Where Are They Now?
We were looking through some old copies of SI, and in the 1986-87 College Basketball issue (Nov. 19, '86), we came across your "future star" projections. SI clearly knows how to judge talent. Marcus Liberty of Chicago, your featured 12th-grader, and New York City's Kenny Anderson, your 10th-grade selection, are both playing in the NBA. [Liberty is a backup forward with the Denver Nuggets, and Anderson is a rookie point guard with the New Jersey Nets.] Alonzo Mourning of Chesapeake, Va., your 11th-grade phenom, completed his final season at Georgetown and will very likely be among the first three picks in this year's NBA draft. And Damon Bailey has moved on from the ninth grade in Heltonville, Ind., to be a mainstay for Indiana—in only his sophomore year.

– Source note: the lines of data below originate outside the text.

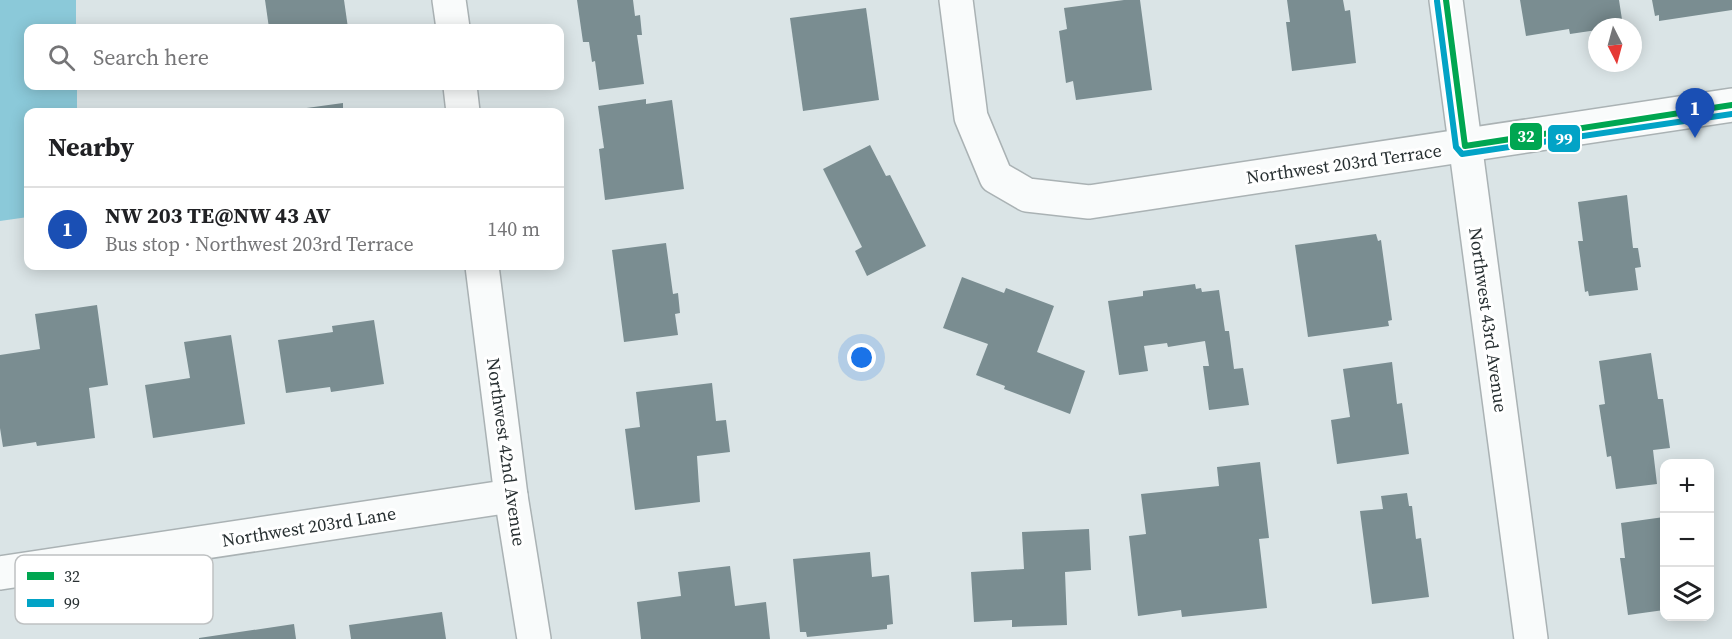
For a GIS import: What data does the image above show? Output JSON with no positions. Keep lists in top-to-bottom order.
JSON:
{
  "streets": {
    "street": [
      "Northwest 203rd Terrace",
      "Northwest 43rd Avenue",
      "Northwest 42nd Avenue",
      "Northwest 203rd Lane"
    ]
  },
  "crossings": [
    ["Northwest 203rd Terrace", "Northwest 43rd Avenue"],
    ["Northwest 42nd Avenue", "Northwest 203rd Lane"]
  ],
  "lines": ["transit line 32", "transit line 99"],
  "legend": ["32", "99"],
  "north": "bottom",
  "page": {
    "search": "Search here",
    "pins": "1",
    "heading": "Nearby",
    "list": [
      {
        "mark": "1",
        "name": "NW 203 TE@NW 43 AV",
        "note": "Bus stop · Northwest 203rd Terrace",
        "value": "140 m"
      }
    ],
    "map_buttons": ["+", "−"]
  }
}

Out of curiosity, how are your other three picks doing?
CLIFF AND LARRY WANG
•Barnabas James, who was a 6'4" Los Angeles eighth-grader in the fall of 1986 ("Great agility and quickness for a big man"), is a freshman at Delgado College in New Orleans and played forward for the Dolphins. About our seventh-grade selection, Brian Crow, we wrote: "Great prospect if he sticks with hoops.... Could be an Olympic decathlete." As it turns out, Brian didn't stick with basketball, but he remains a great prospect: He was a tailback on the Orem (Utah) High football team and is a hurdler on the track team. Finally, Michael Irvin, who as a sixth-grader was our youngest selection ("Very advanced ball handler, great moves, great smile"), transferred several months ago from Chicago Vocational High to South Shore Community Academy, where he played guard during the second half of the season.—ED.
1. Marcus Liberty
2. Alonzo Mourning
3. Kenny Anderson
4. Damon Bailey
5. Barnabas James
6. Brian Crow
7. Michael Irvin
Life after Magic and Bird
The Bird and Magic era may be over for the marketers (Leaving a Huge Void, March 23), but despite age and injuries, Larry Bird still averages nearly 21 points, 10 rebounds and seven assists per game, and his numbers don't begin to measure his value. Even as he nears the end of his career, Bird is still playing better all-around basketball than all but a handful of NBA players.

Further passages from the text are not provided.